= Russell Menard =

Russell Menard (1942–2023), was emeritus Professor at the University of Minnesota specialized in the economic and social history of the British colonies in North America. He earned his Ph.D. at the University of Iowa in 1975. Most of his work has been on the economic, demographic, and social history of the Chesapeake region during the early colonial period, but his research interests include the origins of plantation slavery in British America, the economic development of the Lower South in the 18th century, and late 19th-century U.S. social history.

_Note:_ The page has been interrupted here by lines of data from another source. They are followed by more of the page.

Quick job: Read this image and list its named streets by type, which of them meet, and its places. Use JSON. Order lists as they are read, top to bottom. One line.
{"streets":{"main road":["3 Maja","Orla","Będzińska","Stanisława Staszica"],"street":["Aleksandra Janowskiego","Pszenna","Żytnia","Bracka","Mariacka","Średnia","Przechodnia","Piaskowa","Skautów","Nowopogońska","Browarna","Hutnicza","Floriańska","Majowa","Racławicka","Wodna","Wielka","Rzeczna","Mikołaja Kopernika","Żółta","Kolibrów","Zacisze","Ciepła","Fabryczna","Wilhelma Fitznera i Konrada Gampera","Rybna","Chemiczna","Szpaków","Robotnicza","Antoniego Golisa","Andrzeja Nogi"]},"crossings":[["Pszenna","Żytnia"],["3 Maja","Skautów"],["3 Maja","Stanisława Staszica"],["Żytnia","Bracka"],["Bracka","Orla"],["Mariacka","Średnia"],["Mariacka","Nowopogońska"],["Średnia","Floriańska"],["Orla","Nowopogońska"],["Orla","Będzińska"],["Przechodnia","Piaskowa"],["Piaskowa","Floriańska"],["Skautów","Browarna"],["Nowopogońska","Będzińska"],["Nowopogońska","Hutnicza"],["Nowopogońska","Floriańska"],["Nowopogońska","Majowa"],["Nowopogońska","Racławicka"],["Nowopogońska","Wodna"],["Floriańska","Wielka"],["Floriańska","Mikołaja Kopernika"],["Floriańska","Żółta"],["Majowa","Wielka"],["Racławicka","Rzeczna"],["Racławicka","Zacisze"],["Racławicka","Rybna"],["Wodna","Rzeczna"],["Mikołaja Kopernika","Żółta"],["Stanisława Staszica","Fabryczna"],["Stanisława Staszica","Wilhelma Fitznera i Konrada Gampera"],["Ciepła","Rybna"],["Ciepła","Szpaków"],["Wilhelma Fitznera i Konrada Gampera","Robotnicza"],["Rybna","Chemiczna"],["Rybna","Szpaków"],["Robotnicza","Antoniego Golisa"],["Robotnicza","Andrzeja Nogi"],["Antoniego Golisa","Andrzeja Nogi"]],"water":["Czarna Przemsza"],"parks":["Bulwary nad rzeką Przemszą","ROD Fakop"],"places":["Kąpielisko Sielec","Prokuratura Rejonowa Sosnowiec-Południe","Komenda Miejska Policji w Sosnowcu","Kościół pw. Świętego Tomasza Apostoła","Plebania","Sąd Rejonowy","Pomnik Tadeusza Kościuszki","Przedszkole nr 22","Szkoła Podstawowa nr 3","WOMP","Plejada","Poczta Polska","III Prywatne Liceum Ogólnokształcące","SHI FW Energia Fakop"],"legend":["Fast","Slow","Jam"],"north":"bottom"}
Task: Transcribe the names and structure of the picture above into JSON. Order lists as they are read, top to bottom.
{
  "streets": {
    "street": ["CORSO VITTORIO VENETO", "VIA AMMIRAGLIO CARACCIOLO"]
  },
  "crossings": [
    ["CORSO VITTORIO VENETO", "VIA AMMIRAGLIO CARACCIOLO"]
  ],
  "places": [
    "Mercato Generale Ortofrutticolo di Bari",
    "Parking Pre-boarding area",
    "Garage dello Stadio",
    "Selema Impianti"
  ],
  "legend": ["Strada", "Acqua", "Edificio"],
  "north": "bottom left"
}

Most recently, he has been doing work on the West Indies.

Menard taught undergraduate and graduate courses on early American history, economic history, and the history of slavery.

Menard, with his collaborator John McCusker, co-authored The Economy of British America, a landmark volume that emphasized the importance of the "staple thesis" for understanding the development and evolution of colonial societies from New England down to the West Indies. Menard published dozens of articles and book chapters, but his most well known piece, “From Servants to Slaves: The Transformation of the Chesapeake Labor System” (1977). Menard saw the connection on how larger economic forces had a bearing on regions, communities, and individual choice. His interest in labor, commodity, and land markets shaped not only the thinking of historians, but also that of economists. Menard presented with a panel of other scholars at the 100th OAH Annual Meeting in Minneapolis, Minnesota. He and the other scholars presented papers on the "State of the Field: Early American Economic History"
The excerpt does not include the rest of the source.